O estilo romano é mais circunspecto; sabe avaliar o seu valor, e submete-se à avaliação dos outros. Fabiano, homem notável tanto pela integridade da sua vida como pelos seus conhecimentos, e também pela eloquência (mas esta qualidade só após as outras se deve considerar), sabia discutir com à-vontade, mais do que com entusiasmo; da sua linguagem poderia dizer-se que era fácil, não que era veloz.

Tal facilidade, eu aceito-a, mas não a exijo, da parte de um sábio. Desde que o seu discurso se desenvolva sem entraves, prefiro que decorra com calma e não com excessiva abundância.

Tenho tanta mais razão para afastar-te deste vício da oratória quanto mais vejo que não poderás atingir a eloquência sem perda do respeito que deves a ti mesmo: terás de assumir um ar natural, não prestar atenção ao que dizes pois fugindo à tua vigilância, o teu ímpeto oratório levar-te-á a dizer muita coisa que gostarias de poder não ter dito.

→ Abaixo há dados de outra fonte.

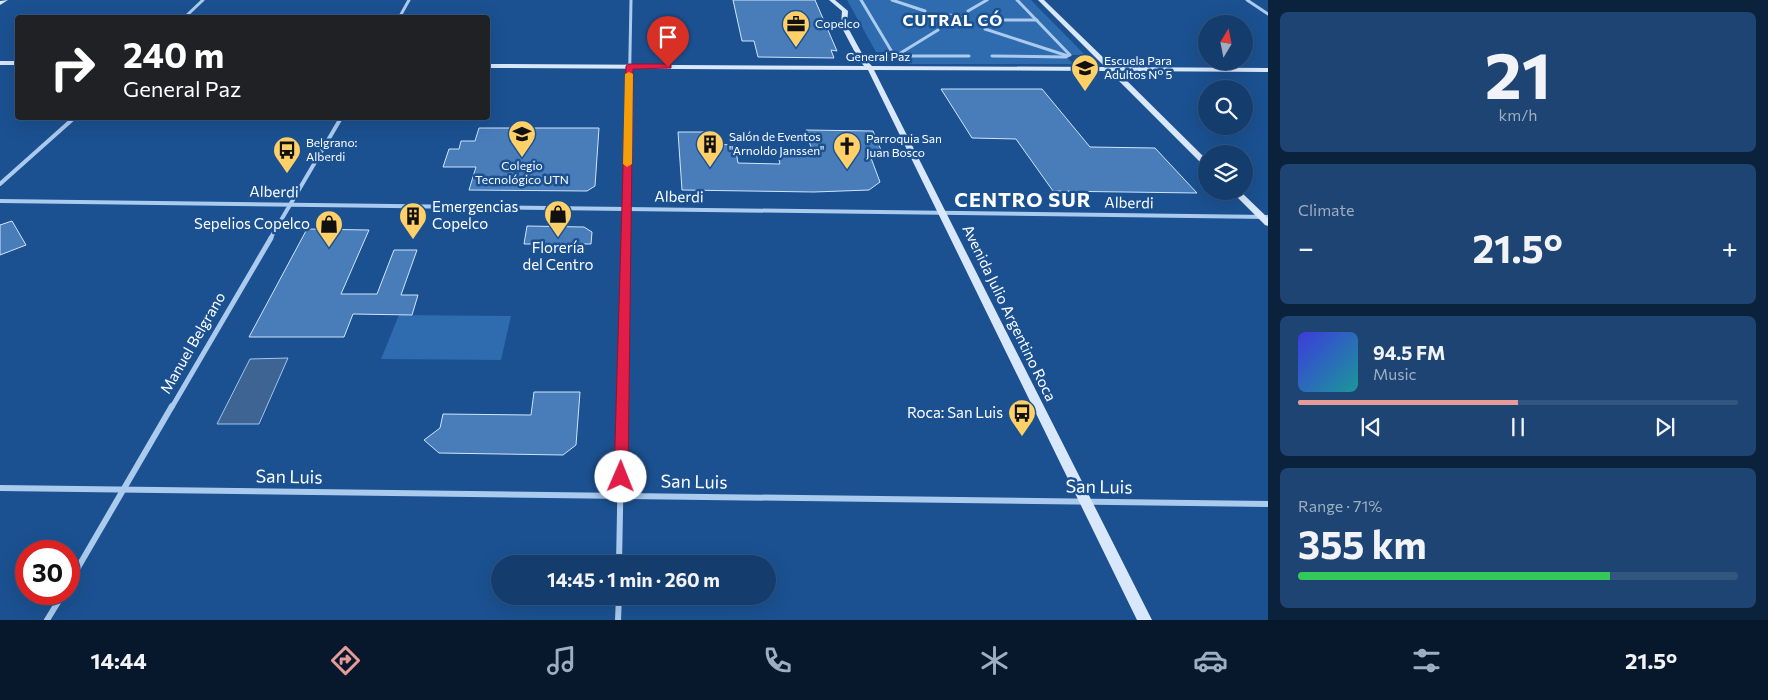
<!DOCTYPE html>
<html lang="en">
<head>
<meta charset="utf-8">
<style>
  body { margin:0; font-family:Commissioner,sans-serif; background:#1d4472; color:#f1f3f6; height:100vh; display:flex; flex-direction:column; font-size:19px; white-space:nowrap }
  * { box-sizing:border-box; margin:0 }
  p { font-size:16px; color:#9daec2 }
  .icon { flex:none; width:28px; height:28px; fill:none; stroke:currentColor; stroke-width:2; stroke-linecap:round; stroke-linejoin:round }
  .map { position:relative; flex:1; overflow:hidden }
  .drawer { display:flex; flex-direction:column; gap:12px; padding:12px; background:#0b223c; width:500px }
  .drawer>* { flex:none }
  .top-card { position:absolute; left:15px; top:15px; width:475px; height:105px; border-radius:5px; box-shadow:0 5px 20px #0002,0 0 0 1px #335680; background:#202124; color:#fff; overflow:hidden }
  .needle { width:32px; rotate:10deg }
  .fabs { position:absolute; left:1198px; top:15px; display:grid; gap:10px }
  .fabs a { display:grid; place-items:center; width:55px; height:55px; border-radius:50%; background:#143d6d; box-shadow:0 5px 20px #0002,0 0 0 1px #335680; font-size:25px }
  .speed { position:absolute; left:15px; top:540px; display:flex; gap:10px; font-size:25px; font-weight:700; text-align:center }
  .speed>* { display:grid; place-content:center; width:65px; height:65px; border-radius:50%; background:#143d6d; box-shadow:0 5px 20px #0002,0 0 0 1px #335680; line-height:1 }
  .speed .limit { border:8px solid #d22; background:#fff; color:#111 }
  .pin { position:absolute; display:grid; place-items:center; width:42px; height:42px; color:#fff; margin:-51px -21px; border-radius:50% 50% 50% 0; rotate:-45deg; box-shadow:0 0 5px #0007 }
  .pin .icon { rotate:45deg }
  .me { position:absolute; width:55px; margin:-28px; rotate:1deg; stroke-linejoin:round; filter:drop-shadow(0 0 4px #0008) }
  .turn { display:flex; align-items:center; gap:18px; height:105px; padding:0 25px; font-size:22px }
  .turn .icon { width:65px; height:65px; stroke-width:2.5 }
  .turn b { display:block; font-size:35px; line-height:42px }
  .big { font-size:38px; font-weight:700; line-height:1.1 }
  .drawer .widget { flex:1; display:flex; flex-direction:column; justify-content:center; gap:8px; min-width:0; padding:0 18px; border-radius:8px; background:#1d4472 }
  .drawer .dial { align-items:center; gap:0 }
  .dial b { font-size:65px; line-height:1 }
  .song { display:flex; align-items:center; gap:15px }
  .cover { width:60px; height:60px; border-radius:8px; background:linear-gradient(135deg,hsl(240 70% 55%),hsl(180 70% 35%)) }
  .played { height:5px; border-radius:2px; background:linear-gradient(90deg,#e69b98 50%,#335680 50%) }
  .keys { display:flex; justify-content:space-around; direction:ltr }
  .heat { display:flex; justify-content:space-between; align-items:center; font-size:28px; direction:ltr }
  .charge { height:8px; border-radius:4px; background:linear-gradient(90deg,#34c759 71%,#335680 0) }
  .trip { position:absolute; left:491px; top:555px; width:285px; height:50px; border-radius:25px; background:#143d6d; box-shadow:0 5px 20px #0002,0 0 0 1px #335680; font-weight:700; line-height:50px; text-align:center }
  .tabs { display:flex; height:80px; justify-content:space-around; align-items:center; background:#08182c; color:#9daec2 }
  .tabs .icon { width:35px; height:35px }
  .tabs .active { color:#e69b98 }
  .tabs b { font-size:22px; color:#f1f3f6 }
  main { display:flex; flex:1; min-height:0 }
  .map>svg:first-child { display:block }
  .green { fill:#2e6baf }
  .water { fill:#3d6492; stroke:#9ec6f0 }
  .building { fill:#487dba; stroke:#d1e4fa }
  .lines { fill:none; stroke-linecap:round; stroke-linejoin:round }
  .street-far3 { stroke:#abcbee; stroke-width:3 }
  .street-far2 { stroke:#abcbee; stroke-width:4 }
  .street-far1 { stroke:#abcbee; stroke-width:5 }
  .street { stroke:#abcbee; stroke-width:6 }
  .secondary { fill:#d8e7fa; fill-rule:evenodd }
  .route { fill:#e11d48; stroke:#92132f }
  .slow { fill:#f59e0b }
  .labels { text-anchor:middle; stroke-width:5; stroke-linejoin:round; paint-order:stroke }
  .far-poi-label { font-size:12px; fill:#fff; stroke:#1b5191; text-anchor:start }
  .far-street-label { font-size:12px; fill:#fff; stroke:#1b5191 }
  .street-label { font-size:15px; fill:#fff; stroke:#1b5191 }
  .poi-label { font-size:15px; fill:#fff; stroke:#1b5191; text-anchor:end }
  .far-district-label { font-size:16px; font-weight:bold; letter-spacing:1px; fill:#fff; stroke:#1b5191 }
  .near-street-label { font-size:18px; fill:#fff; stroke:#1b5191 }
  .district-label { font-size:20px; font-weight:bold; letter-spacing:1px; fill:#fff; stroke:#1b5191 }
</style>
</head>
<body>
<main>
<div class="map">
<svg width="1268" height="620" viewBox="0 0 1268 620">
  <rect width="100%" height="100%" fill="#1b5191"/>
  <!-- green -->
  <g class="green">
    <path d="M847,0H1031L1085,55H1070L1067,57L1073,64H908L903,55L894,52H876Z"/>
    <path d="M399,315L511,316L501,360L381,359Z"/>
  </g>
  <!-- water -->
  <g class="water">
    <path d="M954,14L966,18L969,23L953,26L938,19L941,15Z"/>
    <path d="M288,358L259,424H217L250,359Z"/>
  </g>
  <!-- building -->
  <g class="building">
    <path d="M733,0H815L837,51L831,50L834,58L758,57L754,41H742Z"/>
    <path d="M941,89H1042L1090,147L1155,148L1197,193L1053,191L1016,139L972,138Z"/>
    <path d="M479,128H599L595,186L587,191L469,190L476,167H443L449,149H459L461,141H475Z"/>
    <path d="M806,130L873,131L881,150H868L880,182L869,190L814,192L682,190L678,132H708L709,144L735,145L738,163L780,164L777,151H812Z"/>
    <path d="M12,221L26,245L0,255V225Z"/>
    <path d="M527,226L584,227L592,232L591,244H524Z"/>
    <path d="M307,229L369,230L341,294H377L394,250H417L401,295H418L412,315L353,314L344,337H249Z"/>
    <path d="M534,392H580L576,445L563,455L439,453L424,440L440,428L443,414L531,415Z"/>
  </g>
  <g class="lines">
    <!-- street-far3 -->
    <g class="street-far3">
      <path d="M861,0L892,52"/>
      <path d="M892,0L925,11"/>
      <path d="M1017,0L1070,55"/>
      <path d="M1247,0L1268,14"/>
      <path d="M968,11L987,0"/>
      <path d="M184,18L203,0"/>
      <path d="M399,18L409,0"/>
      <path d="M986,20H1037"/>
      <path d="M985,29L1068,56"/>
      <path d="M899,54L938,30"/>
      <path d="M903,56H969"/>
      <path d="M992,56L1066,57"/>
      <path d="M629,106L631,0"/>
    </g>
    <!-- street-far2 -->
    <g class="street-far2">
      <path d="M0,184L74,118"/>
      <path d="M0,201L1268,217"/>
      <path d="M270,239L341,118"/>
      <path d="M626,239L629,105"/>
    </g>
    <!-- street-far1 -->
    <g class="street-far1">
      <path d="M172,407L271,238"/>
      <path d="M622,407L626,238"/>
    </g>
    <!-- street -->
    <g class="street">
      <path d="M0,488L1268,504"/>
      <path d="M619,564L622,406"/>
      <path d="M69,583L172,406"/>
      <path d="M47,620L63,594"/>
      <path d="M618,620L619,596"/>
    </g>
    <!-- secondary -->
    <g class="secondary">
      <path d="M8,0L0,5V1Z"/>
      <path d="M829,0H835L848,11L847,26L865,59L872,66L1105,67L1038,0H1044L1113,67L1268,68V72L1117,71L1206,159V165H1203L1109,71L874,70L1152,620H1137L868,70L488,68V64L864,66L859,60L841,26L842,11Z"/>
      <rect x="0" y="61" width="18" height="4"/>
      <path d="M1231,191H1240L1268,218V226L1265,225Z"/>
    </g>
  </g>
  <!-- route -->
  <path class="route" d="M668,64L671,65V68L633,69L628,477L626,481L621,483L616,481L614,477L626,66L629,64Z"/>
  <!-- slow -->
  <path class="slow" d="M629,72L633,74L632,164L627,167L623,164L625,74Z"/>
  <!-- icons -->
  <defs>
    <g id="office-pin" transform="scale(1.4375)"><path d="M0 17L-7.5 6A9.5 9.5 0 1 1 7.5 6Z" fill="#ffd068" stroke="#1b5191"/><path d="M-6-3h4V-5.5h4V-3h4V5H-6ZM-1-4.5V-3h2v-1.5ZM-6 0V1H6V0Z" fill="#111"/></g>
    <g id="school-pin" transform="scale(1.4375)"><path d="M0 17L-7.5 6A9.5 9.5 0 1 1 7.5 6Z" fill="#ffd068" stroke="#1b5191"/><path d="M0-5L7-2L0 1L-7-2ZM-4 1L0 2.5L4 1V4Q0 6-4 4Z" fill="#111"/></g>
    <g id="building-pin" transform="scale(1.4375)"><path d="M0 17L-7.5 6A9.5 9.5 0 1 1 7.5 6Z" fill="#ffd068" stroke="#1b5191"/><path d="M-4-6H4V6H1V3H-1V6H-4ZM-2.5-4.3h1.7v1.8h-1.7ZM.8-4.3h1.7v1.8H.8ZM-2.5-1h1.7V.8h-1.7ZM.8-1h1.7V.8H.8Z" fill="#111"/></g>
    <g id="church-pin" transform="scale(1.4375)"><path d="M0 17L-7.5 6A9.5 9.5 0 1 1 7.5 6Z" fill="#ffd068" stroke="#1b5191"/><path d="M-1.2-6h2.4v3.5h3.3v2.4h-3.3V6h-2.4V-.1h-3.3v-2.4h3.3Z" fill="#111"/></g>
    <g id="bus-pin" transform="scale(1.4375)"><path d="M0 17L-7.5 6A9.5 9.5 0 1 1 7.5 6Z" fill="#ffd068" stroke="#1b5191"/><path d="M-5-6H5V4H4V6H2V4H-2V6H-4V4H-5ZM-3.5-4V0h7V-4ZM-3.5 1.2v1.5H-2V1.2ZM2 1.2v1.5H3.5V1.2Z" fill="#111"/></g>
    <g id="shop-pin" transform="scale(1.4375)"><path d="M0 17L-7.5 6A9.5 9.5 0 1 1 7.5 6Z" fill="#ffd068" stroke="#1b5191"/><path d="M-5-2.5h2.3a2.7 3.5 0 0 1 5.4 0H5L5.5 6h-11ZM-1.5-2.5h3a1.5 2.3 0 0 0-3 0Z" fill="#111"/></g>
  </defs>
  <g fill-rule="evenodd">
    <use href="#office-pin" x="796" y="24"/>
    <use href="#school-pin" x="1085" y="68"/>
    <use href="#school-pin" x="522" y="134"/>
    <use href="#building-pin" x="710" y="144"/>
    <use href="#church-pin" x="847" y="146"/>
    <use href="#bus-pin" x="287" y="150"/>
    <use href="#shop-pin" x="558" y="214"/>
    <use href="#building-pin" x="413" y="216"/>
    <use href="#shop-pin" x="329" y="224"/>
    <use href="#bus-pin" x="1022" y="413"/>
  </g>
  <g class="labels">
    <!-- far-poi labels -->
    <g class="far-poi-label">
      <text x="815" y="28">Copelco</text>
      <text x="1104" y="65">Escuela Para<tspan x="1104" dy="14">Adultos N° 5</tspan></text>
      <text x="729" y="141">Salón de Eventos<tspan x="729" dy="14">"Arnoldo Janssen"</tspan></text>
      <text x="866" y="143">Parroquia San<tspan x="866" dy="14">Juan Bosco</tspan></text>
      <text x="306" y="147">Belgrano:<tspan x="306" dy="14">Alberdi</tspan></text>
      <text x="522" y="170" text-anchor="middle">Colegio<tspan x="522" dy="14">Tecnológico UTN</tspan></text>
    </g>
    <!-- far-street labels -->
    <g class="far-street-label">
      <text x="878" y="61">General Paz</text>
    </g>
    <!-- street labels -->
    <g class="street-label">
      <text transform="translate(274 192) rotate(1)" y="5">Alberdi</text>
      <text transform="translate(679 197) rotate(1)" y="5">Alberdi</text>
      <text transform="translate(1129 203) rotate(1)" y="5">Alberdi</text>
      <text transform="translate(1009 313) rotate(64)" y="5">Avenida Julio Argentino Roca</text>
      <text transform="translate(193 343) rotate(-60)" y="5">Manuel Belgrano</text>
    </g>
    <!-- poi labels -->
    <g class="poi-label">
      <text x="432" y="212" text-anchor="start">Emergencias<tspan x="432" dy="17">Copelco</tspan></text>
      <text x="310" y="229">Sepelios Copelco</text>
      <text x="558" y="253" text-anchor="middle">Florería<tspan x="558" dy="17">del Centro</tspan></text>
      <text x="1003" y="418">Roca: San Luis</text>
    </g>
    <!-- far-district labels -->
    <g class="far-district-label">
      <text x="953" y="26">CUTRAL CÓ</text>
    </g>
    <!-- near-street labels -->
    <g class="near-street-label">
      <text transform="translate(289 477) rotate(1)" y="6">San Luis</text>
      <text transform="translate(694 482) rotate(1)" y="6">San Luis</text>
      <text transform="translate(1099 487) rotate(1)" y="6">San Luis</text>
    </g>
    <!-- district labels -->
    <g class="district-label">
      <text x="1023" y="207">CENTRO SUR</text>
    </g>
  </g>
</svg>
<div class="fabs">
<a><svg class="needle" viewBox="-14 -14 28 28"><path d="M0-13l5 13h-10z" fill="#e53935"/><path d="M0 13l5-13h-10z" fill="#9daec2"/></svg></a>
<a><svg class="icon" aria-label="search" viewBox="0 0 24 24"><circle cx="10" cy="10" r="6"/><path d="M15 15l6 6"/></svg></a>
<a><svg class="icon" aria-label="layers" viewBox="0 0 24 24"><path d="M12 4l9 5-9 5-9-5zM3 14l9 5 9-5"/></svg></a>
</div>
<div class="speed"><div class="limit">30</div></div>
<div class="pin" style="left:668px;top:67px;background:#d93025"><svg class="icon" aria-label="arrive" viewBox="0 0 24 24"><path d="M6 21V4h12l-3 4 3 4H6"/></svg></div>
<svg class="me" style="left:621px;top:477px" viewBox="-20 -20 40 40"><circle r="19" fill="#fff"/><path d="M0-13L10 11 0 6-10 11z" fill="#e11d48"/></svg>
<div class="trip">14:45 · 1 min · 260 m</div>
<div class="top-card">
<div class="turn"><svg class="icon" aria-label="right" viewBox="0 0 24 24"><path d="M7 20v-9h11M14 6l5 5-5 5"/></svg><div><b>240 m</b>General Paz</div></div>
</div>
</div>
<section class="drawer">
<div class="widget dial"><b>21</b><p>km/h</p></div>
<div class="widget"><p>Climate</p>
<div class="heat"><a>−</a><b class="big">21.5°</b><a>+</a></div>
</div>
<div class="widget">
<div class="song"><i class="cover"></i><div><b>94.5 FM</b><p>Music</p></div></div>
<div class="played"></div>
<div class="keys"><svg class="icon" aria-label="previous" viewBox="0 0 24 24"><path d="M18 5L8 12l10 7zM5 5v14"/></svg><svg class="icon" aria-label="pause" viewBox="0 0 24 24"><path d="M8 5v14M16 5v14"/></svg><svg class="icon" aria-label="next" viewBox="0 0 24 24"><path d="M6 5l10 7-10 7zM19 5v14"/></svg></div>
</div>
<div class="widget"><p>Range · 71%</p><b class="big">355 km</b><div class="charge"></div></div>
</section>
</main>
<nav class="tabs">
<b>14:44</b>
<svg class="icon active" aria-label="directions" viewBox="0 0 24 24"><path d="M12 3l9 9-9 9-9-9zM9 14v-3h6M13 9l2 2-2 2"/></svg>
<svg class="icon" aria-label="music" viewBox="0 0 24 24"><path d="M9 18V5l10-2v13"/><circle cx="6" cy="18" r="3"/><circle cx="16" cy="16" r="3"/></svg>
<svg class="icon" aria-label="phone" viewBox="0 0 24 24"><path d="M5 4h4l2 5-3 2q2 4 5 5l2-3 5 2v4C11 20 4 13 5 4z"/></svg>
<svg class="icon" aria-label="climate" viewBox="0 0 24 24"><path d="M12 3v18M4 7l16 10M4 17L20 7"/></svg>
<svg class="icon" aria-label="car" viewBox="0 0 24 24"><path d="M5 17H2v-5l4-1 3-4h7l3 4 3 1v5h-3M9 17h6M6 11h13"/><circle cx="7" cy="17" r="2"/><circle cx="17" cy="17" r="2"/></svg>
<svg class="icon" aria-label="filters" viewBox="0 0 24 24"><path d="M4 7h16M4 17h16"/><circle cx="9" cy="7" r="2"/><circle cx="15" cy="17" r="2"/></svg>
<b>21.5°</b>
</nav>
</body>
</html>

Repito que nunca alcançarás a eloquência sem menosprezo da tua dignidade. Além do mais é uma arte que exige treino diário, ou seja, em vez de te ocupares de coisas, passarias a ocupar-te de palavras! E ainda que as palavras te não faltassem e te ocorressem ao espírito sem o menor esforço da tua parte, mesmo assim haveria que tomar as rédeas ao discurso, pois a um sábio tanto convém uma apresentação bastante modesta como uma linguagem concisa e sem audácias.

Para terminar, a súmula dos meus conselhos é esta: sê lento a falar!

Passar Bem!

(1) Ilíada, III, 222 (sobre a eloquência de Ulisses, o “orador jovem”) !, 249, (sobre Nestor, o “Orador ancião”).